Ok, that’s it for the negative–the rest of the food was excellent. I didn’t sample AMT’s bulgogi because I don’t eat beef, but it looked and smelled great. My own dak bulgogi (bulgogi only chicken instead of beef) arrived all sizzling on a cow-shaped platter and was stellar. I especially liked the random little bits of veggies–one broccoli floret, three mushrooms, a bit of celery, etc. The sauce wasn’t super-spicy (I’d ordered “medium”) but it had a good kick to it.

There was a thing of steamed rice that I didn’t eat (I don’t care about rice; sorry) and that was it for free side dishes. Unusual for Korean restaurants in Toronto, at least, which usually throw in two or three little dishes of pickles or somesuch. We paid $3 for the dribbly kimchi, plus $3 each for a wonderful if salty seafood salad (AMT’s choice) and a platter of lettuce leaves (my choice; the menu promised “leaf-lettuce salad). I made lettuce wraps out of my meat and the lettuce, which was quite tasty but not quite orthodox.

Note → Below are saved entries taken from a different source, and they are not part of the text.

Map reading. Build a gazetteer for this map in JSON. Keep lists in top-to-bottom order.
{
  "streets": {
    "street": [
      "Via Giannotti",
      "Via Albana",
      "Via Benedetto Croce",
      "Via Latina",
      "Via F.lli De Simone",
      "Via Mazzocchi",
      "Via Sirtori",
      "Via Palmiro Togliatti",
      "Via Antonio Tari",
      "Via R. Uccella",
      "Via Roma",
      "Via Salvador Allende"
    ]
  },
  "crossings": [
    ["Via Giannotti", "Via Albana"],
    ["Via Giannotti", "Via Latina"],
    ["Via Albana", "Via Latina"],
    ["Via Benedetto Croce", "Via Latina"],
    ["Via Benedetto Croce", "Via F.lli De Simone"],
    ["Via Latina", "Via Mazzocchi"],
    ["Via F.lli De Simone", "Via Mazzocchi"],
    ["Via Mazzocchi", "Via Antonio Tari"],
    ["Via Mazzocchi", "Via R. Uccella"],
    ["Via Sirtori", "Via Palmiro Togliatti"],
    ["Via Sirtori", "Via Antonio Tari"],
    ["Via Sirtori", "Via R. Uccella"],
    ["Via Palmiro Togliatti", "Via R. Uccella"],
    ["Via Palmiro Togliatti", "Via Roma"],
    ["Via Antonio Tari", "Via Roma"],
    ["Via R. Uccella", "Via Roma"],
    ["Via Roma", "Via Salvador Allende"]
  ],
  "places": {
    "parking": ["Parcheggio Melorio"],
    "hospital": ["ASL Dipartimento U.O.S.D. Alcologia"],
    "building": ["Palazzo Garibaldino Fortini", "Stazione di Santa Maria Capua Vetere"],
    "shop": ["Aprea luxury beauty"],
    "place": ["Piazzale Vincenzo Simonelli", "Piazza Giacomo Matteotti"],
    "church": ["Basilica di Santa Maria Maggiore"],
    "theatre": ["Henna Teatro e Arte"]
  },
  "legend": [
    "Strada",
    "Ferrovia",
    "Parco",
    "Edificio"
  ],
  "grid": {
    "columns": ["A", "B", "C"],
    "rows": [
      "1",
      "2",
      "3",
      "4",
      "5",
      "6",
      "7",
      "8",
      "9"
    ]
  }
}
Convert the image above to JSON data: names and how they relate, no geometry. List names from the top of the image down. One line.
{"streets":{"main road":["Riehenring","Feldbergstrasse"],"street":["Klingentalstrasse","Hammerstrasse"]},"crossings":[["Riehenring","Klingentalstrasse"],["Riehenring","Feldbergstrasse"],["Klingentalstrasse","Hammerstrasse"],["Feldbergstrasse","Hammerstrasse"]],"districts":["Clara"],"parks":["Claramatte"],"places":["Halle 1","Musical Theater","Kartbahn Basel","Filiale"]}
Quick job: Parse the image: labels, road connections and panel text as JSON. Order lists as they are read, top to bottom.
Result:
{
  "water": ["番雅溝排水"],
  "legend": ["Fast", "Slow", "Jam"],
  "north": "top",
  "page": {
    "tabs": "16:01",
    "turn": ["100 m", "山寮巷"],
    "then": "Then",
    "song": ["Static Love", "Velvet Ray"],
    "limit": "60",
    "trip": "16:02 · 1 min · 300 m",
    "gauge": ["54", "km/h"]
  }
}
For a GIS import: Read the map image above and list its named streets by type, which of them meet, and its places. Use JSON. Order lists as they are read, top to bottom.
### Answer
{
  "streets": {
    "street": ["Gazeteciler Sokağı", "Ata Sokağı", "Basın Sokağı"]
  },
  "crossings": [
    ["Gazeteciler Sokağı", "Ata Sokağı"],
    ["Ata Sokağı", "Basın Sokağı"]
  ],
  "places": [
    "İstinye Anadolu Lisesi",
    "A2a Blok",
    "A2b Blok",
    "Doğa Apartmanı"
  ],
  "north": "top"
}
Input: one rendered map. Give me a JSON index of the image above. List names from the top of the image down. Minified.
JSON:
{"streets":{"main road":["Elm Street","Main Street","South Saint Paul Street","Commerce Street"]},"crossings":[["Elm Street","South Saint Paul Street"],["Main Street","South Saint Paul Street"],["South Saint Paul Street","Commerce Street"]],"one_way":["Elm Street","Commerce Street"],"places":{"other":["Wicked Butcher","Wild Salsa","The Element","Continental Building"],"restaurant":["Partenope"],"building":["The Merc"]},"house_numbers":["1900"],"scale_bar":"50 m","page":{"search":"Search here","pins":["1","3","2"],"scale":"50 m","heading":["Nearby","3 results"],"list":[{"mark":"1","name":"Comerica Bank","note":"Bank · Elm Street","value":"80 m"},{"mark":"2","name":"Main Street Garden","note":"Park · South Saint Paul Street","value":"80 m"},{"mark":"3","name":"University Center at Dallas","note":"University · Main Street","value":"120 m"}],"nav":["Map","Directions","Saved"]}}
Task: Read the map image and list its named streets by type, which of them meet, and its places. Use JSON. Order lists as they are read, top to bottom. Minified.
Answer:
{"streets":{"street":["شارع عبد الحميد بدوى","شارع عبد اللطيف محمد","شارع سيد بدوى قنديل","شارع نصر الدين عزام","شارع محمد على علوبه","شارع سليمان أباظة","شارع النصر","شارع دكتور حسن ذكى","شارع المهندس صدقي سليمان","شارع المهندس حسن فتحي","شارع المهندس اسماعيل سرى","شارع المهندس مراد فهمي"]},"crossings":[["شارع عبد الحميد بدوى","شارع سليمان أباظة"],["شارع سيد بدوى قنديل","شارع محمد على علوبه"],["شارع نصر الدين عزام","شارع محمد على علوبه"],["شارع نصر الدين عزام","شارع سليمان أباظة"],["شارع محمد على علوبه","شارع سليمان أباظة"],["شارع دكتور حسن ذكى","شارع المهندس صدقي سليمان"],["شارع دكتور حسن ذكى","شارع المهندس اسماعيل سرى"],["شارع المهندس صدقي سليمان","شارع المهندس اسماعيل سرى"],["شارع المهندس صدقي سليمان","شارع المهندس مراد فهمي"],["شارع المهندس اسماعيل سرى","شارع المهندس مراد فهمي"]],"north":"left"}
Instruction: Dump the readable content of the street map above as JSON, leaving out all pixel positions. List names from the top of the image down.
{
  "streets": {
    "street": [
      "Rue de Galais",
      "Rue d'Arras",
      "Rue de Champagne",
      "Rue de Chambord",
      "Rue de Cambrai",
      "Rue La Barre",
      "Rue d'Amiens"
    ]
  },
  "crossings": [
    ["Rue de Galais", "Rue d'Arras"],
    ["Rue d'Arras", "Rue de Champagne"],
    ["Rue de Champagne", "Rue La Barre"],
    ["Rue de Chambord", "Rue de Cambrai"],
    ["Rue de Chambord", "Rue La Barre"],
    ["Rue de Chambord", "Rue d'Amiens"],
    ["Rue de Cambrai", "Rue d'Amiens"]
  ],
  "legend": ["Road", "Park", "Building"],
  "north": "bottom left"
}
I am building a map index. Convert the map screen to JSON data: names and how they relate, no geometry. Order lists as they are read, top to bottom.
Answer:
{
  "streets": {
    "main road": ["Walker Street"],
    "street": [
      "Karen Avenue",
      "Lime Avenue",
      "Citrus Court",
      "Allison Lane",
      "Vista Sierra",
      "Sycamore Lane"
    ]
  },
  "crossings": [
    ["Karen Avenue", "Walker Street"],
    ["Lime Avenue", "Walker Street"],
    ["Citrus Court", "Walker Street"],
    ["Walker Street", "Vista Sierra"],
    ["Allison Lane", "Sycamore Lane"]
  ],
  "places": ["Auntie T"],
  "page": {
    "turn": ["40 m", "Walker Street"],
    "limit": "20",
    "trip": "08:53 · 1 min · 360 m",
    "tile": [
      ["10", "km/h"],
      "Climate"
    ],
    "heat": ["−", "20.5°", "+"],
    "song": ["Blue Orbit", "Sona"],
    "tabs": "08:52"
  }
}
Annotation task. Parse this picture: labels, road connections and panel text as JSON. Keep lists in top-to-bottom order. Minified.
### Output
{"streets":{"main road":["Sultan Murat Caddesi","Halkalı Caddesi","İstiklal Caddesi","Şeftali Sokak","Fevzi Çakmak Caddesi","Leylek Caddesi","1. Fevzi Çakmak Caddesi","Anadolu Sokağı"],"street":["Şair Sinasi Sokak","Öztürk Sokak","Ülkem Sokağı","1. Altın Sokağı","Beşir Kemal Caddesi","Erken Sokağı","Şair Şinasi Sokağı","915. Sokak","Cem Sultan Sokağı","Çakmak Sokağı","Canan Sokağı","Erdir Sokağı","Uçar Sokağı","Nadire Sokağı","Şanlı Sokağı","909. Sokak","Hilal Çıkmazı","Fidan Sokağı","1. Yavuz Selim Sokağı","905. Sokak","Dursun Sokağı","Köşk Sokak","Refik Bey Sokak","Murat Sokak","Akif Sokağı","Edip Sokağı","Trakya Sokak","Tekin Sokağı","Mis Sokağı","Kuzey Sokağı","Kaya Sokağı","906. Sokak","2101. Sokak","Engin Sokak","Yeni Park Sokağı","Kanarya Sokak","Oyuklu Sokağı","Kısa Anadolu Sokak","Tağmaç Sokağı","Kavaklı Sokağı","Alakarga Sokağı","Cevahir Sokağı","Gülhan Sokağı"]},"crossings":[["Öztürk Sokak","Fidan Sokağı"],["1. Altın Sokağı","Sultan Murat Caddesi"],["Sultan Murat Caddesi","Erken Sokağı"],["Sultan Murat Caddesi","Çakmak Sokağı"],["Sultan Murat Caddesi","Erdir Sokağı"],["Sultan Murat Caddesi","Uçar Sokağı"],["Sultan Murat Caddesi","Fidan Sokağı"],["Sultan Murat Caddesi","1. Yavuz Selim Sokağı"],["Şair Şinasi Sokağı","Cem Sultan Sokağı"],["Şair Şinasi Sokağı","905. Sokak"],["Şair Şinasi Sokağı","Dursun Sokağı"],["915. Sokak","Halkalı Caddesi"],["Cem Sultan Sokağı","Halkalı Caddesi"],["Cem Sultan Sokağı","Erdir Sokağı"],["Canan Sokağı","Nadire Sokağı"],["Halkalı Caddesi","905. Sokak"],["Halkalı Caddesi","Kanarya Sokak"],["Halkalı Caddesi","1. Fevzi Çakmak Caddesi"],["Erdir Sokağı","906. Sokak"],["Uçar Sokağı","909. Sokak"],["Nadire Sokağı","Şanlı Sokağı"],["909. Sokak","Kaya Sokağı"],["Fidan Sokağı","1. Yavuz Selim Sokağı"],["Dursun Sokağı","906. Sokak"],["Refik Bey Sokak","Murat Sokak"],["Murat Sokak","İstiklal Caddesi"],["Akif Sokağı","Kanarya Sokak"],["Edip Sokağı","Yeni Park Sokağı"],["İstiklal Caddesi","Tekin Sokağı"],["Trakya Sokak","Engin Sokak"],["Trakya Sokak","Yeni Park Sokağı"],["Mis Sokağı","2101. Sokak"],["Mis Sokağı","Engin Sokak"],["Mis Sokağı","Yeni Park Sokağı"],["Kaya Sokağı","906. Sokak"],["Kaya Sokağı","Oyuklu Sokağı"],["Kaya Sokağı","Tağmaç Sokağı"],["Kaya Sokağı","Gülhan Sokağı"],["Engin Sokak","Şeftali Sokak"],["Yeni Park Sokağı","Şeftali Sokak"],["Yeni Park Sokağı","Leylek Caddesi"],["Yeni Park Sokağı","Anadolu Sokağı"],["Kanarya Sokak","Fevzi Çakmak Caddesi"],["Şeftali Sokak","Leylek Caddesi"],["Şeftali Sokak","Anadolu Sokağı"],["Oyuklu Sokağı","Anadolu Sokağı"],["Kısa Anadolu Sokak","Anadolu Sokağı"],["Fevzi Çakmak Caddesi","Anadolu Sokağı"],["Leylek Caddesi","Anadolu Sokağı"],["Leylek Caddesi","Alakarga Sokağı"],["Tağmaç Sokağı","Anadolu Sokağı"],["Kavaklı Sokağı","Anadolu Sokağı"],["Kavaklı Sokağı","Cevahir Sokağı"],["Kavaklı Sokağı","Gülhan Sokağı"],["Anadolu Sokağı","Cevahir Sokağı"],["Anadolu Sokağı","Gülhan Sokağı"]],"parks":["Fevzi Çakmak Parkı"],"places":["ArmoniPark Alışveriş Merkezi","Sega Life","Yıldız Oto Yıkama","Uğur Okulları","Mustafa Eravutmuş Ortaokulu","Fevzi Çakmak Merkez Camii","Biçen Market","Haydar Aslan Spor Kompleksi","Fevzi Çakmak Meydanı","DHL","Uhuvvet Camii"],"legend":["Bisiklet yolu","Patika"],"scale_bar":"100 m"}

Ambience: a nice big restaurant, well-appointed but undistinguished. I appreciated the lack of “look, Asian stuff” art–it was just comfortable. The music was, unfortunately, some sort of classical hits album. When we entered, something from the Nutcracker was playing (full disclosure–AMT id’d everything that played, but I only nailed the wedding march.) The aspect that of course the restauranteurs didn’t directly control was the other patrons. On the night we dined, these were: someone waiting for takeout and fiddling with a laptop; a man eating alone who later came over to ask us what we’d ordered and if we liked it (I couldn’t tell if this was genuine culinary fascination or loneliness–I ran out of things to say about dak bulgogi, but I would have chatted with him more about something or other if I could have discerned what he wanted); a young couple in ski jackets, he with pants and a shirt underneath, she in a wedding down. Perhaps the classical march was appropriate. Anyway, it was all interesting.

The meal was a bit on the expensive side. Even leaving out the a la carte sides, $18 is more than most Torontonians would pay for bulgogi. But well, it is the mountains, I suppose you pay more for the ingredients being trekked into the mountains. And perhaps we were subsidizing the lack of other patrons. Anyway, the owner came out and talked to me while AMT was in the bathroom, and she seemed charming and dedicated and very very nervous about our liking the food. Her family immigrated 9 years ago.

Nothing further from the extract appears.